Varunastra, weighing about 1.25 tons, can carry around 250 kg of explosives at a speed of 40 nautical miles an hour. It has almost 95 per cent indigenous content. The torpedo that would cost `10-12 crore per unit is capable of targeting quiet and stealthy submarines, both in deep and littoral water in intense countermeasure environments. The torpedo can be launched from Kolkata, Delhi, Teg, Talwar and Kamorta classes of ships.

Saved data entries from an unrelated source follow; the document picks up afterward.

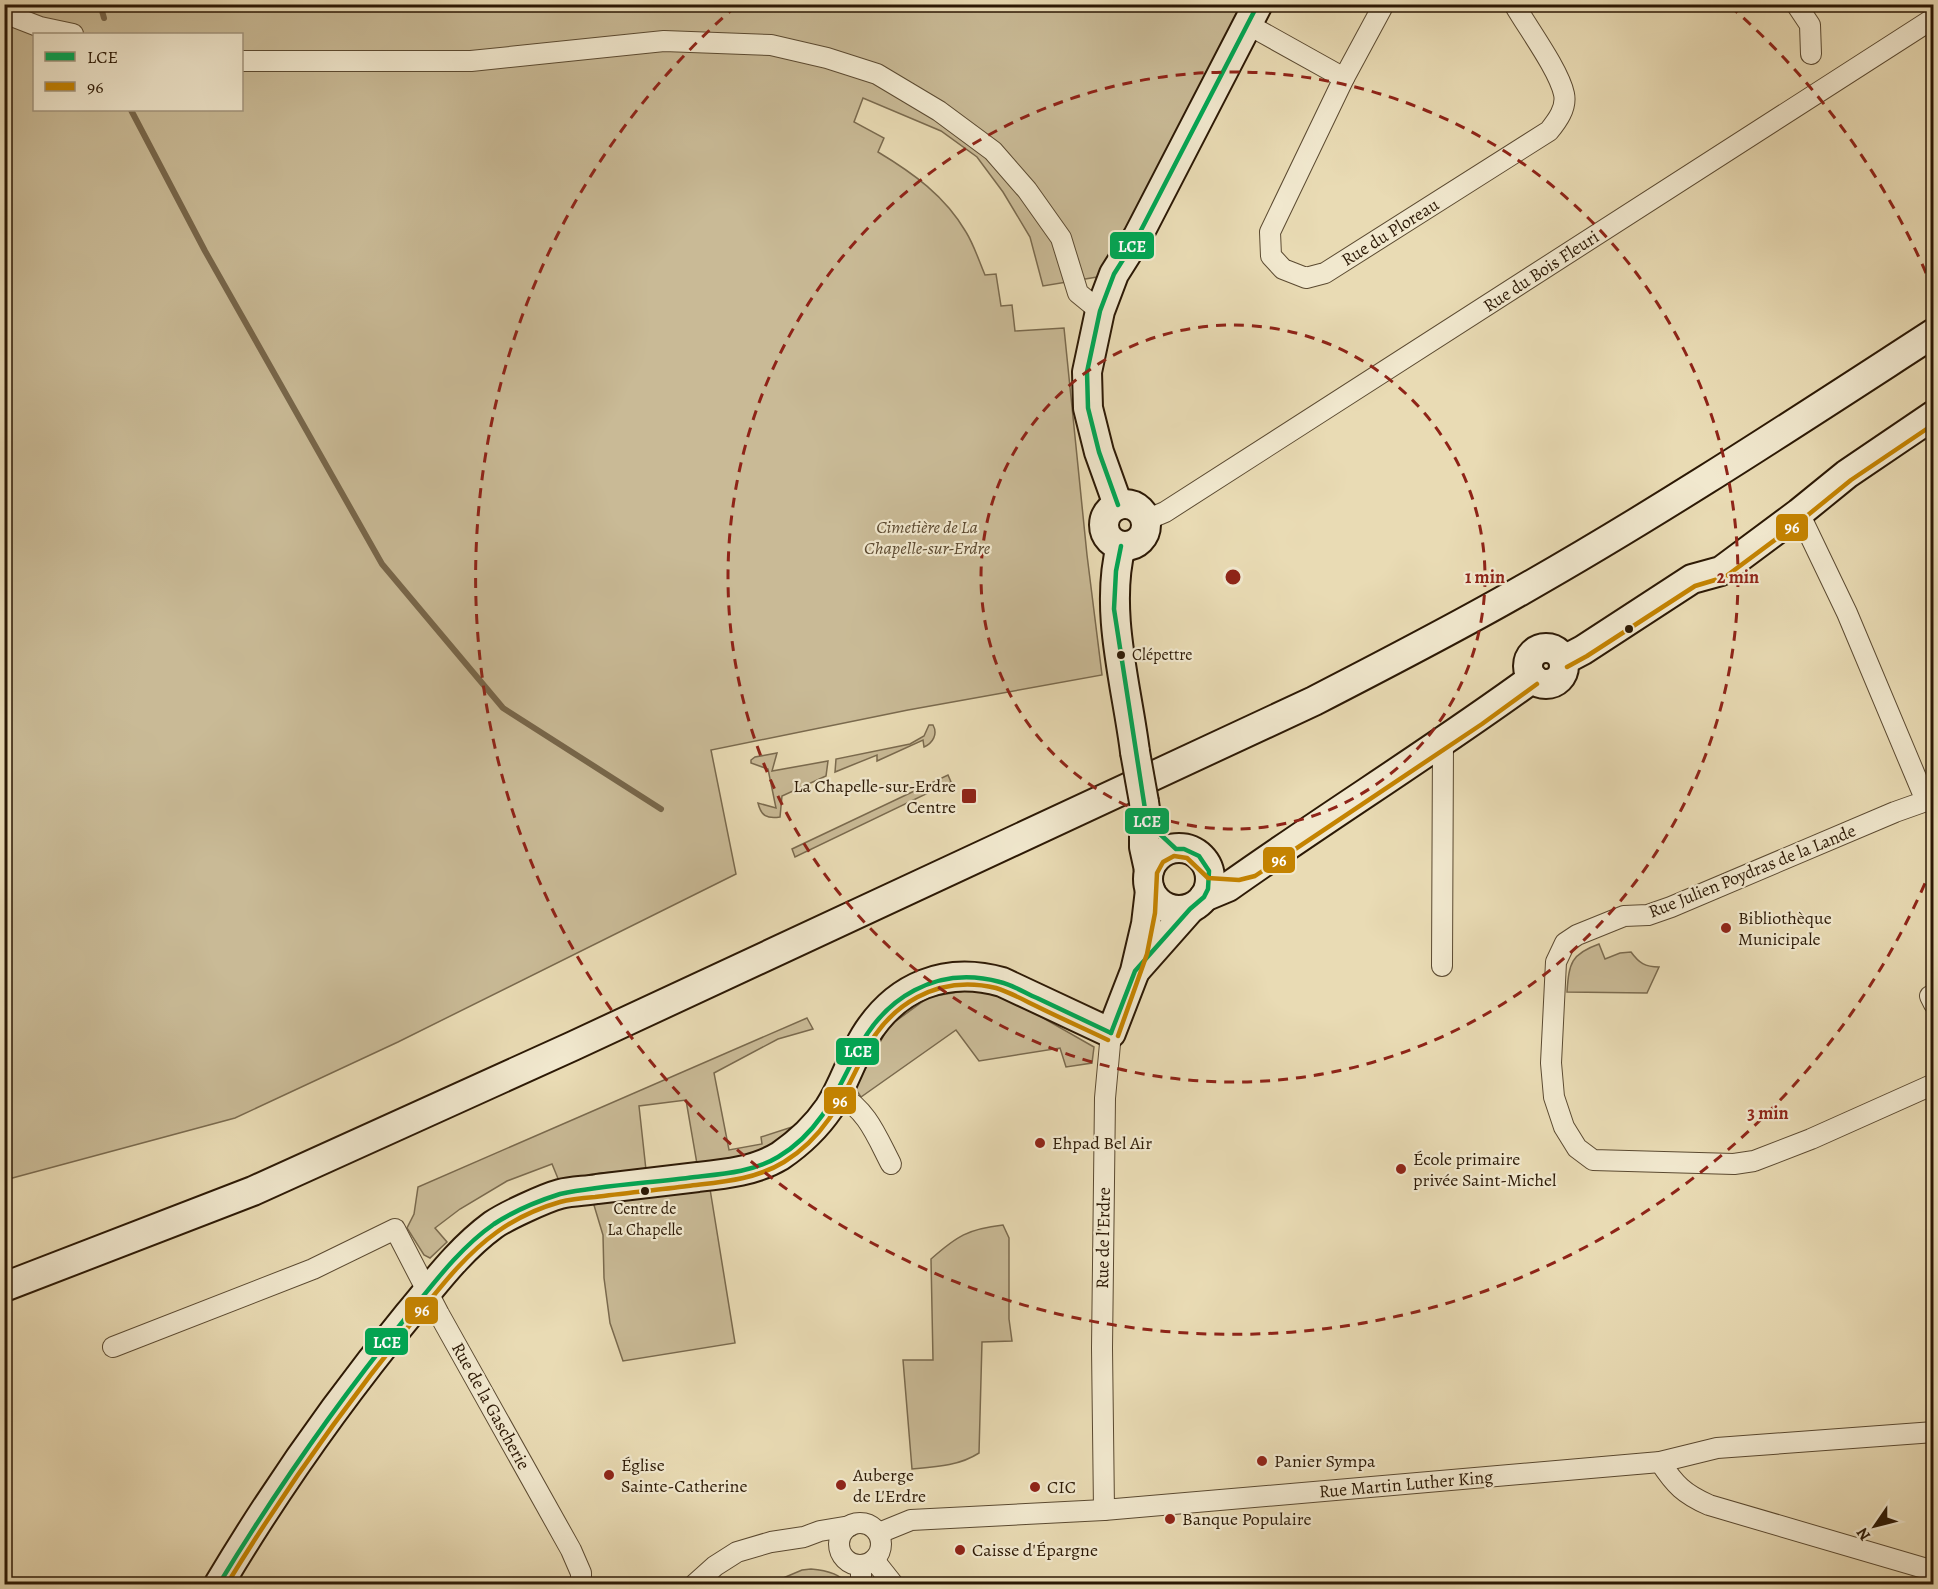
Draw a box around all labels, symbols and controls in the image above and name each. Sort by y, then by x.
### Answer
legend [33,33,243,111]
text: LCE [87,45,118,69]
text: 96 [87,75,104,99]
street label: Rue du Ploreau [1337,192,1444,272]
street label: Rue du Bois Fleuri [1478,225,1604,317]
line badge: LCE [1109,231,1155,260]
text: LCE [1118,236,1146,258]
line badge: 96 [1775,513,1809,542]
park label: Cimetière de La Chapelle-sur-Erdre [864,515,991,560]
text: 96 [1785,517,1800,539]
text: 1 min [1465,565,1505,589]
text: 2 min [1717,565,1759,589]
centre of rings [1223,567,1243,587]
unlabelled marker [1623,623,1635,635]
place label: Clépettre [1132,644,1192,666]
marker: Clépettre [1115,649,1127,661]
place label: La Chapelle-sur-Erdre Centre [793,774,956,819]
marker: La Chapelle-sur-Erdre Centre [960,787,978,805]
line badge: LCE [1124,807,1170,835]
text: LCE [1133,811,1161,833]
street label: Rue Julien Poydras de la Lande [1645,818,1859,924]
line badge: 96 [1262,846,1296,874]
text: 96 [1272,850,1287,872]
place label: Bibliothèque Municipale [1738,906,1832,951]
marker: Bibliothèque Municipale [1719,921,1733,935]
line badge: LCE [835,1037,880,1066]
text: LCE [844,1041,872,1063]
line badge: 96 [823,1086,857,1115]
text: 96 [833,1091,848,1113]
text: 3 min [1747,1101,1789,1125]
place label: Ehpad Bel Air [1052,1131,1152,1155]
marker: Ehpad Bel Air [1033,1136,1047,1150]
place label: École primaire privée Saint-Michel [1413,1147,1557,1192]
marker: École primaire privée Saint-Michel [1394,1162,1408,1176]
marker: Centre de La Chapelle [639,1185,651,1197]
street label: Rue de l'Erdre [1090,1187,1116,1289]
place label: Centre de La Chapelle [607,1198,683,1241]
line badge: 96 [404,1296,439,1325]
text: 96 [415,1300,430,1322]
line badge: LCE [364,1327,409,1356]
text: LCE [373,1332,401,1354]
street label: Rue de la Gascherie [446,1338,536,1474]
place label: Panier Sympa [1274,1449,1376,1473]
place label: Église Sainte-Catherine [621,1453,748,1498]
marker: Panier Sympa [1255,1454,1269,1468]
place label: Auberge de L'Erdre [852,1463,926,1508]
street label: Rue Martin Luther King [1318,1464,1494,1504]
marker: Église Sainte-Catherine [602,1468,616,1482]
place label: CIC [1047,1475,1076,1499]
marker: Auberge de L'Erdre [834,1478,848,1492]
marker: CIC [1028,1480,1042,1494]
north arrow [1845,1496,1905,1556]
place label: Banque Populaire [1182,1507,1312,1531]
marker: Banque Populaire [1163,1512,1177,1526]
text: N [1851,1523,1876,1545]
place label: Caisse d'Épargne [972,1538,1098,1562]
marker: Caisse d'Épargne [953,1543,967,1557]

Varunastra came up for discussion during Parrikar’s recent visit to Vietnam regarding its export to the Southeast Asian nation. “Successful induction of Varunastra into our Navy will be a game-changer in favor of the warships in sub-surface warfare. This landmark has put the Navy in the elite club of global navies that can boast of self-reliance in underwater sensors and underwater weapons,” said Navy chief Admiral Sunil Lanba.
On the delay in the project, DRDO chief S Christopher said the normal gestation period for the development of such a technology was 10 years and it took an extra year as there were many issues since it was being undertaken for the first time. From the availability of ships and submarines for testing to numerous aspects of technology, he listed several reasons that delayed the project. Parrikar urged the DRDO not to have a hands-off approach now that they have developed the torpedo, and handed over the technology to Bharat Dynamics Limited (BDL) for production.